United States District Court, S.D. California

August 21, 2014

ABONILICO LAMAR CARROLL, CDCR #E-54374, Inmate Booking No. 12584822, Plaintiff,
COUNTY OF SAN DIEGO; WILLIAM D. GORE, Sheriff for the County of San Diego; Sheriff's Deputy Sergeant CARSON; Sheriff's Deputy FLORES; Sheriff's Deputy GARCIA; Sheriff's Deputy PRICE; Sheriff's Deputy WHITE, individually and their official capacities; and DOES 1-50, inclusive, Defendants.


JANIS L. SAMMARTINO, District Judge.

Presently before the Court is Defendants County of San Diego ("the County"), William D. Gore ("Gore"), Sheriff's Deputy Sergeant Carson ("Carson"), Sheriff's Deputy Flores ("Flores"), Sheriff's Deputy Garcia ("Garcia"), Sheriff's Deputy Price ("Price"), and Sheriff's Deputy White's ("White, " and collectively, "Defendants") Motion to Set Aside Entry of Default (ECF No. 36), as well as Abolinico Lamar Carroll's ("Plaintiff") Response in Opposition to (ECF No. 38) and Defendants' Reply in Support of (ECF No. 41) the Motion.
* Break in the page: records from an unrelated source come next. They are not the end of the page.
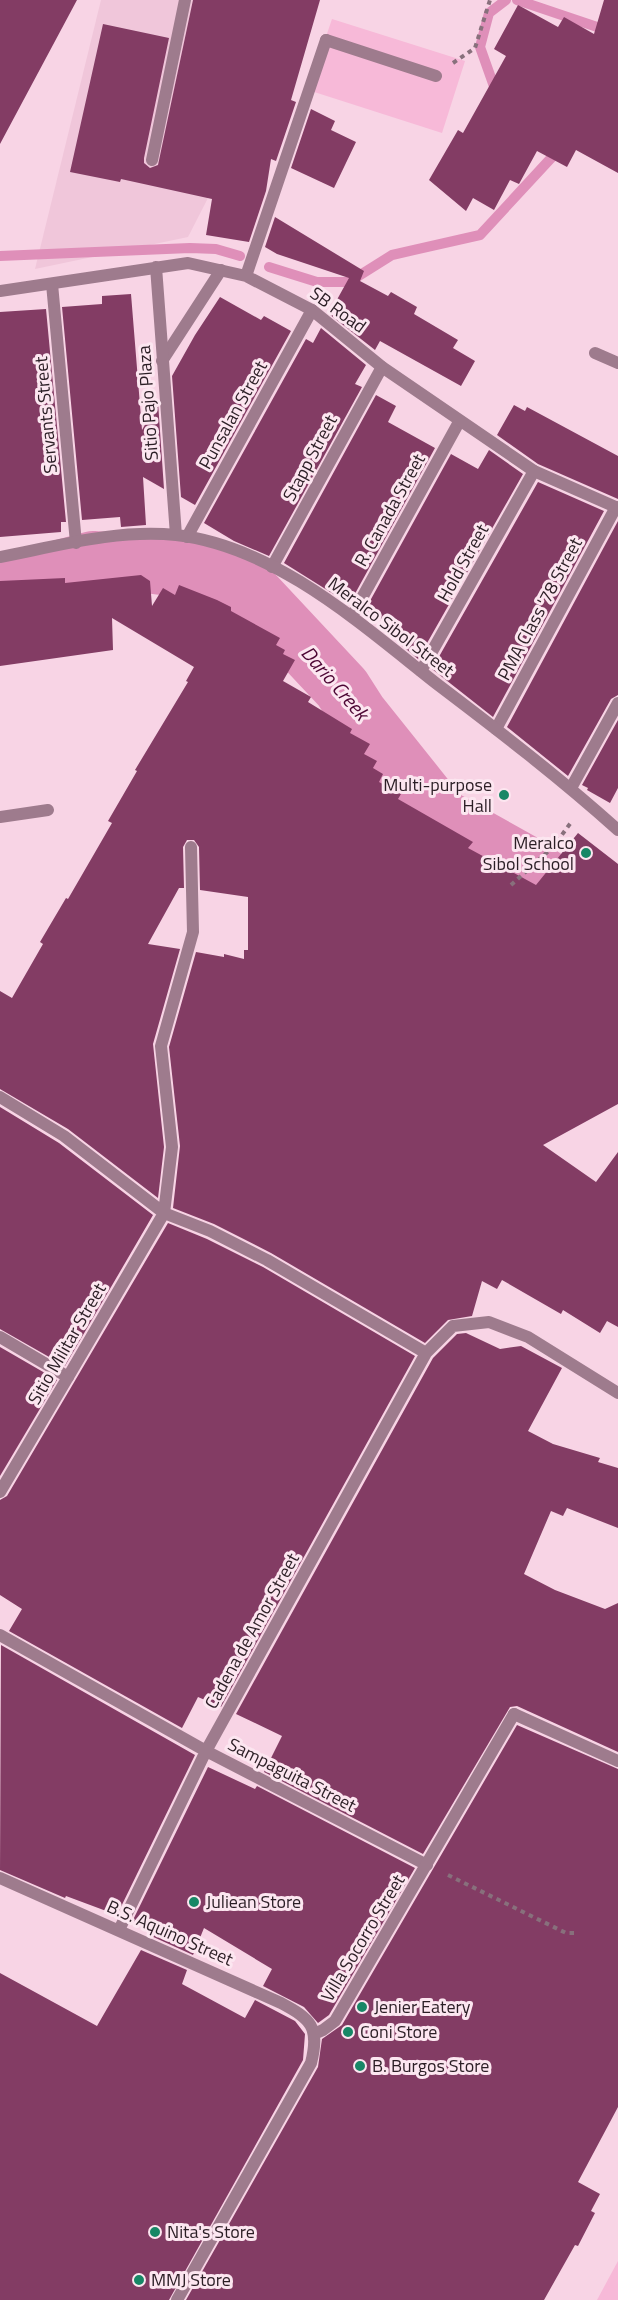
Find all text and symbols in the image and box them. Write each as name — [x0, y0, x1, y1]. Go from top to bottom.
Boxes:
street label: SB Road — [305, 280, 372, 339]
street label: Sitio Pajo Plaza — [130, 344, 165, 462]
street label: Servants Street — [27, 355, 64, 475]
street label: Punsalan Street — [192, 355, 274, 474]
street label: Stapp Street — [276, 409, 344, 506]
street label: R. Canada Street — [347, 448, 432, 571]
street label: Hold Street — [430, 518, 495, 607]
street label: PMA Class '78 Street — [490, 532, 589, 685]
street label: Meralco Sibol Street — [323, 570, 461, 684]
water label: Dario Creek — [294, 638, 378, 729]
place label: Multi-purpose Hall — [383, 771, 492, 819]
marker: Multi-purpose Hall — [497, 788, 511, 802]
place label: Meralco Sibol School — [483, 829, 574, 877]
marker: Meralco Sibol School — [579, 846, 593, 860]
street label: Sitio Militar Street — [21, 1277, 113, 1410]
street label: Cadena de Amor Street — [197, 1547, 306, 1714]
street label: Sampaguita Street — [223, 1731, 362, 1819]
street label: Villa Socorro Street — [314, 1868, 412, 2007]
place label: Juliean Store — [206, 1888, 301, 1915]
street label: B.S. Aquino Street — [103, 1893, 238, 1973]
marker: Juliean Store — [187, 1895, 201, 1909]
place label: Jenier Eatery — [374, 1993, 471, 2020]
marker: Jenier Eatery — [355, 2000, 369, 2014]
place label: Coni Store — [360, 2018, 437, 2045]
marker: Coni Store — [341, 2025, 355, 2039]
place label: B. Burgos Store — [372, 2052, 489, 2079]
marker: B. Burgos Store — [353, 2059, 367, 2073]
place label: Nita's Store — [167, 2218, 255, 2245]
marker: Nita's Store — [148, 2225, 162, 2239]
place label: MMJ Store — [151, 2266, 231, 2293]
marker: MMJ Store — [132, 2273, 146, 2287]

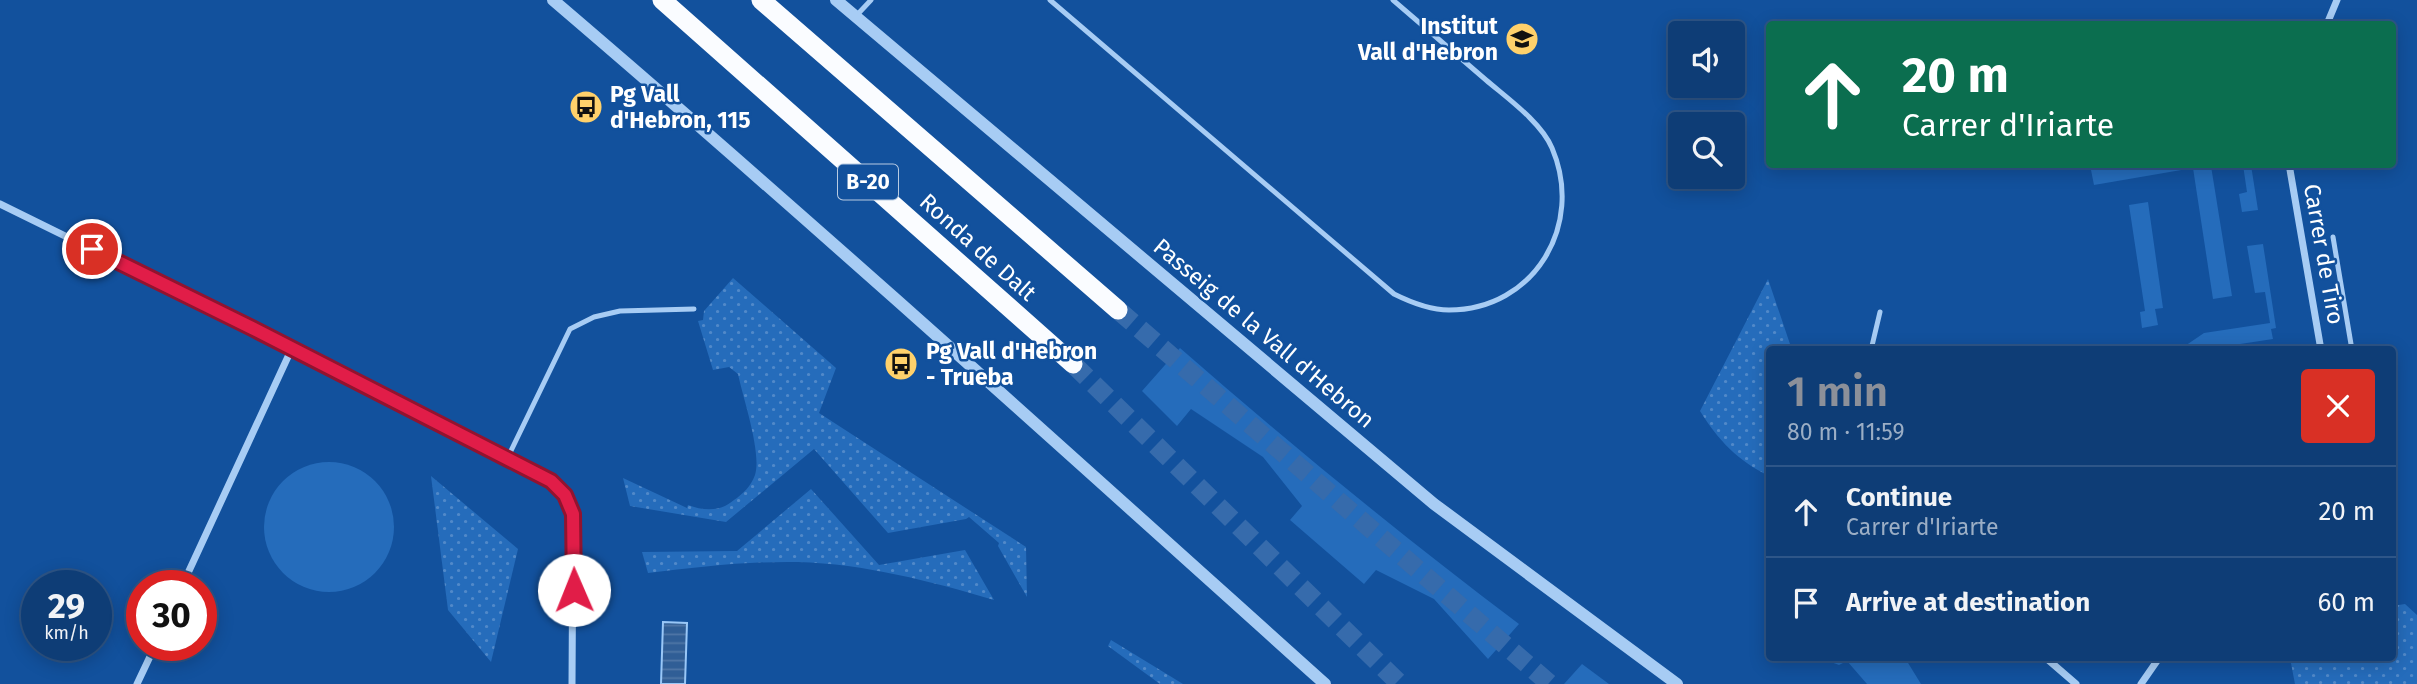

The Court vacated the hearing scheduled for June 26, 2014 and took the matter under submission without oral argument pursuant to Civil Local Rule 7.1(d)(1). (ECF No. 40.) Having considered the parties' arguments and the law, the Court GRANTS Defendants' Motion to Set Aside Entry of Default.


On May 29, 2013, Plaintiff, at the time a pro se prisoner, concurrently filed his Complaint and a motion to proceed in forma pauperis ("IFP"). (ECF Nos. 1, 2.) The Court denied Plaintiff's IFP motion and consequently dismissed the case without prejudice. (ECF No. 3.) On June 28, 2013, Plaintiff filed a revised motion to proceed IFP. (ECF No. 4.) On September 20, 2013, the Court granted Plaintiff's motion but dismissed his Complaint for failure to state a claim. (ECF No. 5.)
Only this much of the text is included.